01.14.09
Umberto Eco in Candlelight
“Intense?” asked Papa immediately after the thud of my cell phone on the wooden floor brought me back to the real world. I must have looked silly as I clutched the fat book and allowed the phone to slip from my hands carelessly, and Papa’s slightly teasing smile manifested that he was already expecting something of that sort to happen.
Like a wide-eyed little girl transfixed in an astronomy class, I engaged myself in Umberto Eco’s The Island of the Day Before, but instead of speaking of the captivating book, my stream of thought channels toward the conditions in which this book was read.
The day I embarked on my journey to The Island of the Day Before, I woke up to an ominous silence. Little did I know that for the following days, I’d be waking up to the same silence. Soon enough, I learned about the bombing of the National Transmission Corp. tower in Lanao del Norte, and while attempts to restore power are underway, we only have a few hours of electricity daily while we spend the night’s “peak hours” – my reading time – in blackness. Thank God there were no casualties in the bombing. Mindanao would rather lose electricity for a few days than lose a life to another bestial explosion.
I’ll speak circumspectly of whose machinations these were, and note on how the absence of electric-powered machines cause such extraordinary silence. Gone were the whirrs of artificiality and all one could hear was nature. For the ear accustomed to manufactured sounds, the lingering silence could be creepy, but for the nature-lover, it is music.

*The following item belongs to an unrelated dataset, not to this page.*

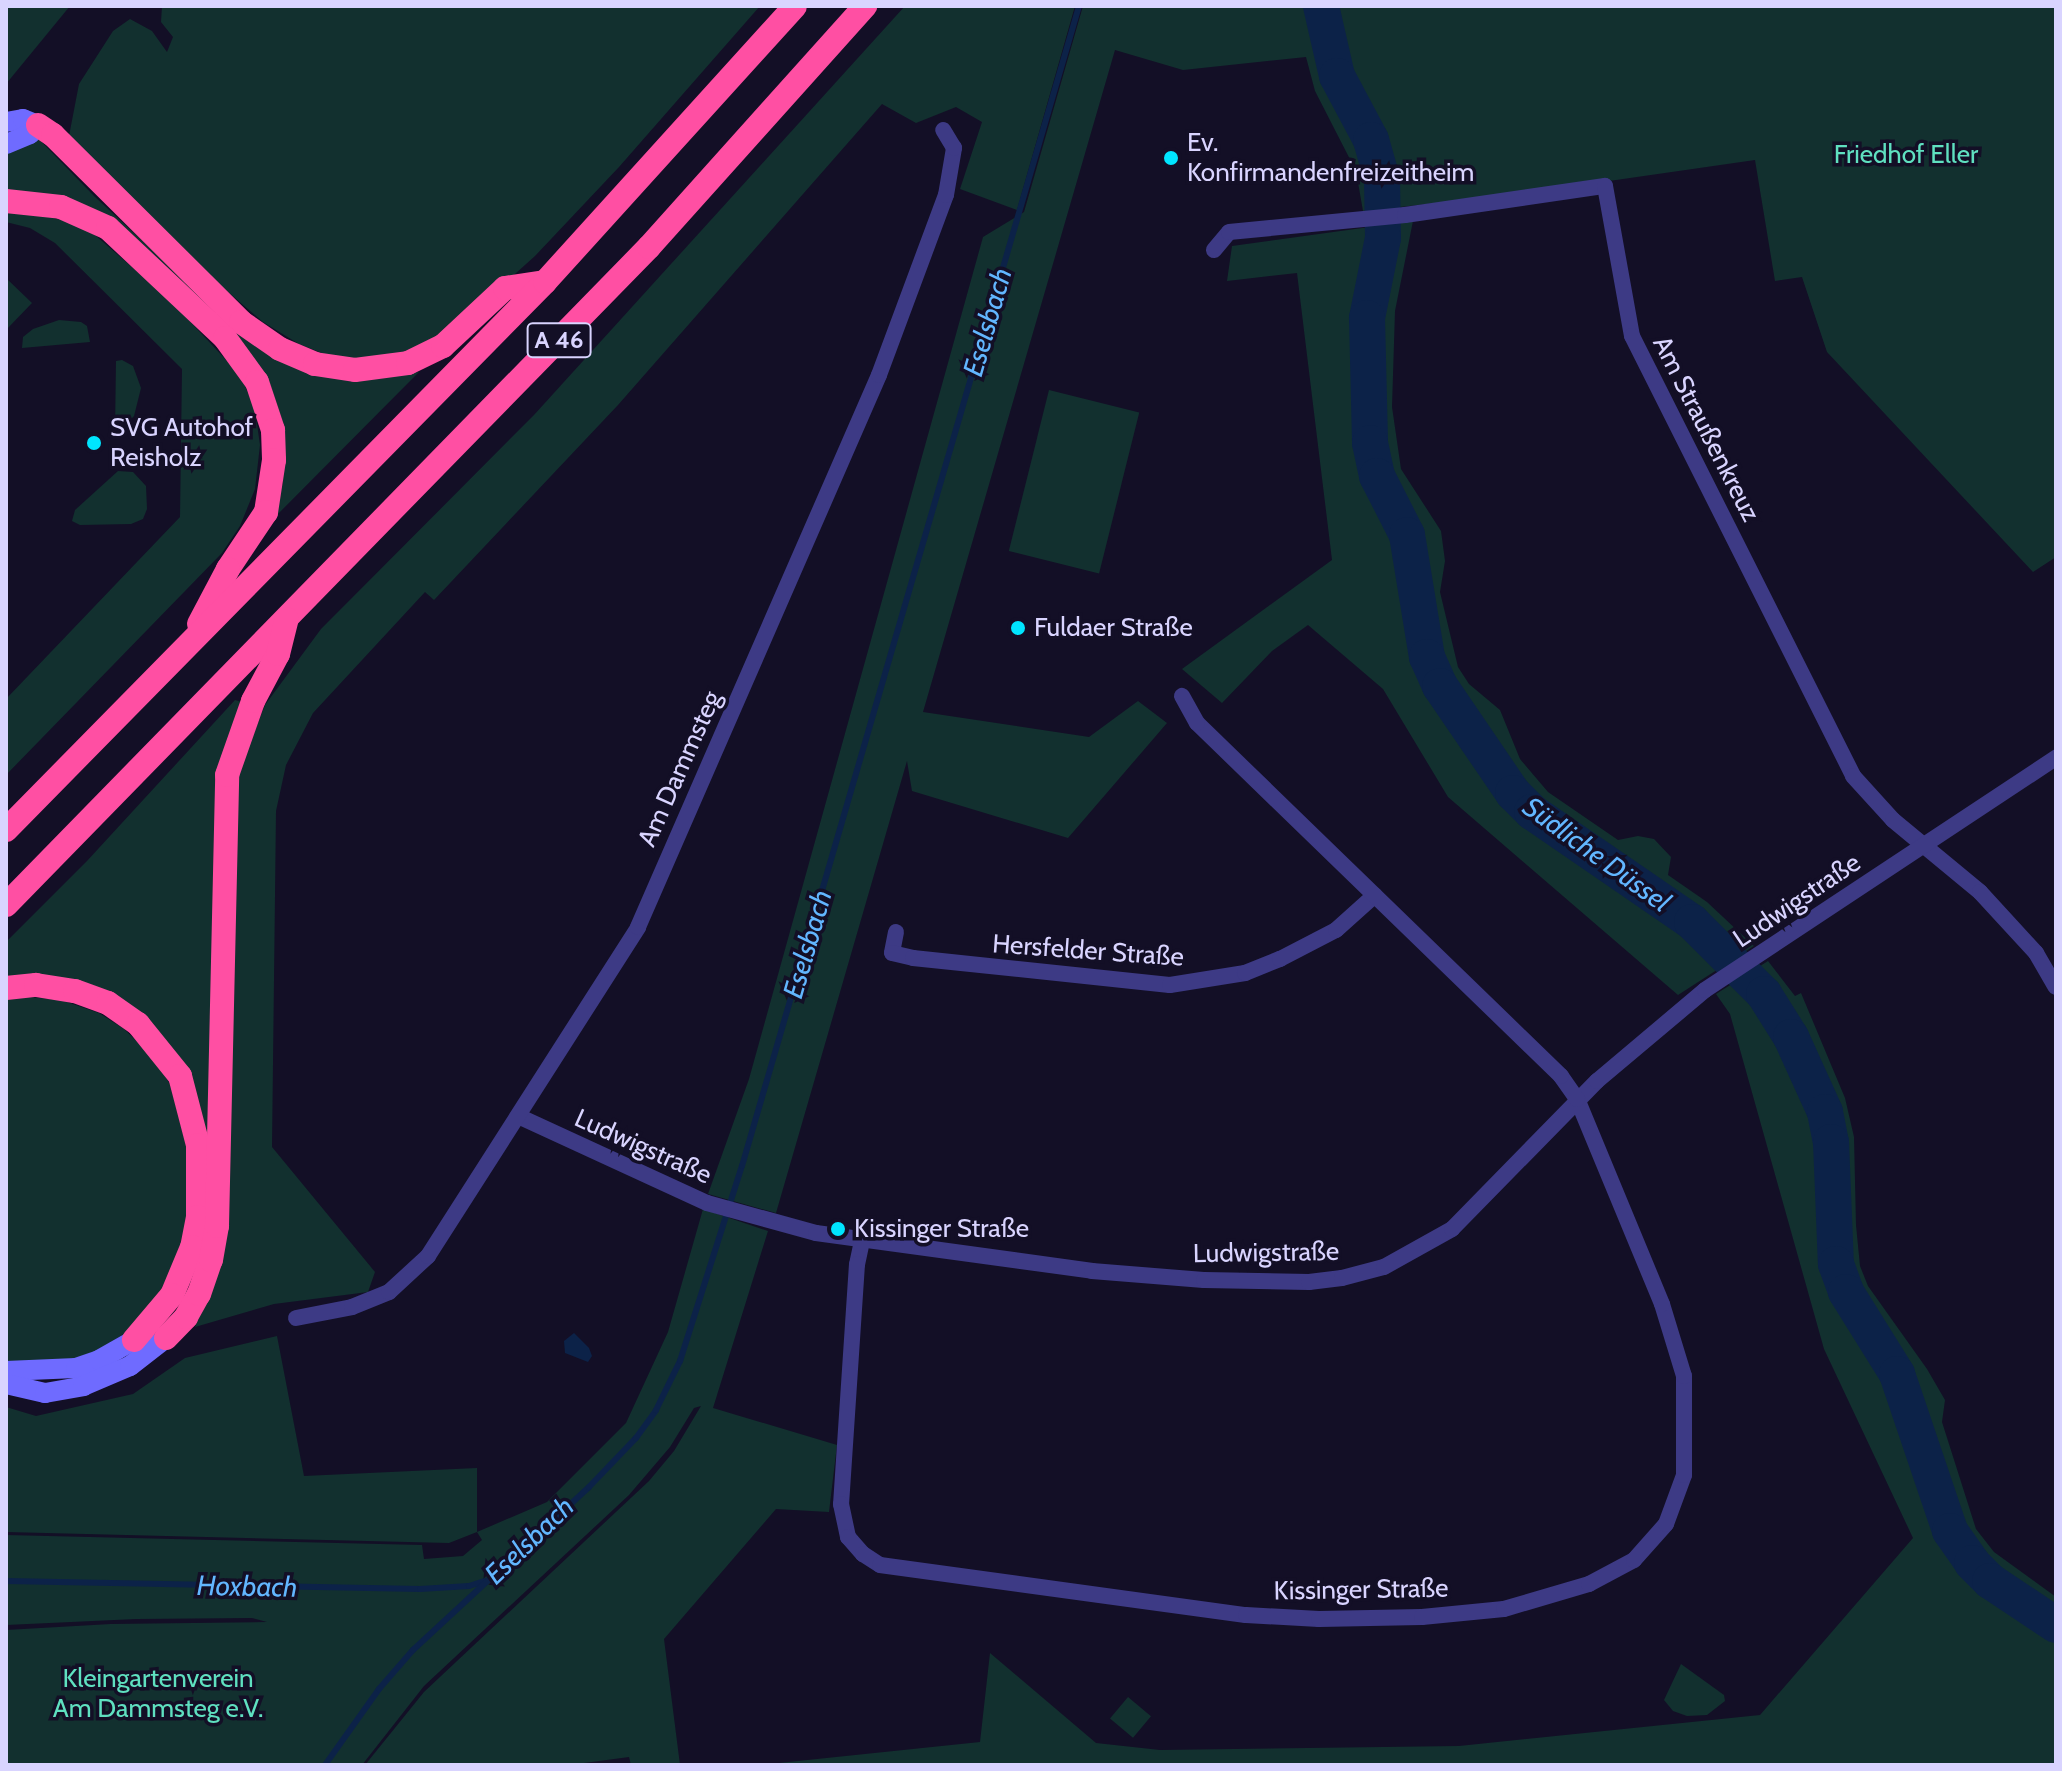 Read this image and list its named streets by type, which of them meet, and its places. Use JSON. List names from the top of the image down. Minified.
{"streets":{"highway":["A 46"],"street":["Am Straußenkreuz","Am Dammsteg","Ludwigstraße","Hersfelder Straße","Kissinger Straße"]},"crossings":[["Am Straußenkreuz","Ludwigstraße"],["Am Dammsteg","Ludwigstraße"],["Ludwigstraße","Kissinger Straße"]],"water":["Eselsbach","Südliche Düssel","Hoxbach"],"parks":["Friedhof Eller","Kleingartenverein Am Dammsteg e.V."],"places":["Ev. Konfirmandenfreizeitheim","SVG Autohof Reisholz","Fuldaer Straße","Kissinger Straße"]}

The evenings are remarkable; that’s when I play Träumerei, or listen to Papa’s guitar, or read by candlelight and pause from the pages and wish I were a composer so I could convert to notes the syncopating raindrops, the moaning wind, the steady and reflective rhythm of every page turned, the ethereal glow of the eight candles – whirling dervishes resisting the chilly gales, the stalactitic creeping of the candle wax, and its melody, the night.
These are the circumstances in which Eco was read. As for the book? Fascinating, fascinating! Mindanao was even mentioned. One can depend on Eco to feed a person’s flights of fancy and enhance the vocabulary – even to extinct and non-existent words. He transports you to a lateral and literal universe of imagination and ideas. What an extremely brilliant author Eco is. But through it all, my astonishment lay in the motifs of philosophy, creation, metaphoric dwarves, double identities, time, space, the spheres, the cosmos, the island itself and the orange dove which echoed
Maya…
Maya…
maya…
Echo…
Eco…
eco…
.
.

mika said,
January 14, 2009 at 5:41 pm
i’m glad you and your family are alright! (and that you are enjoying the sound of the night without electricity. it really is a haunting sound; composers before electricity must have found so much inspiration from the night!)

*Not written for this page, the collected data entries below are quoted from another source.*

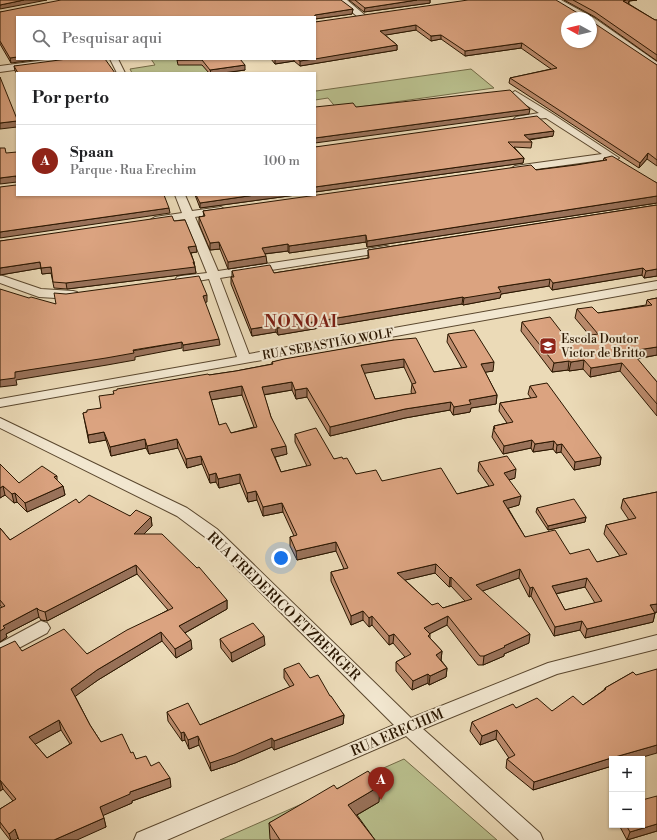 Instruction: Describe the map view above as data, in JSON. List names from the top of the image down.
{
  "streets": {
    "street": ["RUA SEBASTIÃO WOLF", "RUA FREDERICO ETZBERGER", "RUA ERECHIM"]
  },
  "crossings": [
    ["RUA FREDERICO ETZBERGER", "RUA ERECHIM"]
  ],
  "districts": ["NONOAI"],
  "places": {
    "school or university": ["Escola Doutor Victor de Britto"]
  },
  "north": "left",
  "page": {
    "search": "Pesquisar aqui",
    "heading": "Por perto",
    "list": [
      {
        "mark": "A",
        "name": "Spaan",
        "note": "Parque · Rua Erechim",
        "value": "100 m"
      }
    ],
    "map_buttons": ["+", "−"],
    "pins": "A"
  }
}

umberto eco… sounds familiar; what’s he famous for again?
Miracle ♪♫ said,
January 15, 2009 at 9:11 am
Yeah, and not just musicians but authors, too! There’s Novalis and his hymns to the night! People who are sensitive to nature are perpetually inspired to produce art, aren’t they?
Eco’s ‘notorious’ for The Name of the Rose and Foucault’s Pendulum.
Thank you for your concern, Mika. Despite the circumstances there are even more reasons to be thankful. (In everything give thanks! =) )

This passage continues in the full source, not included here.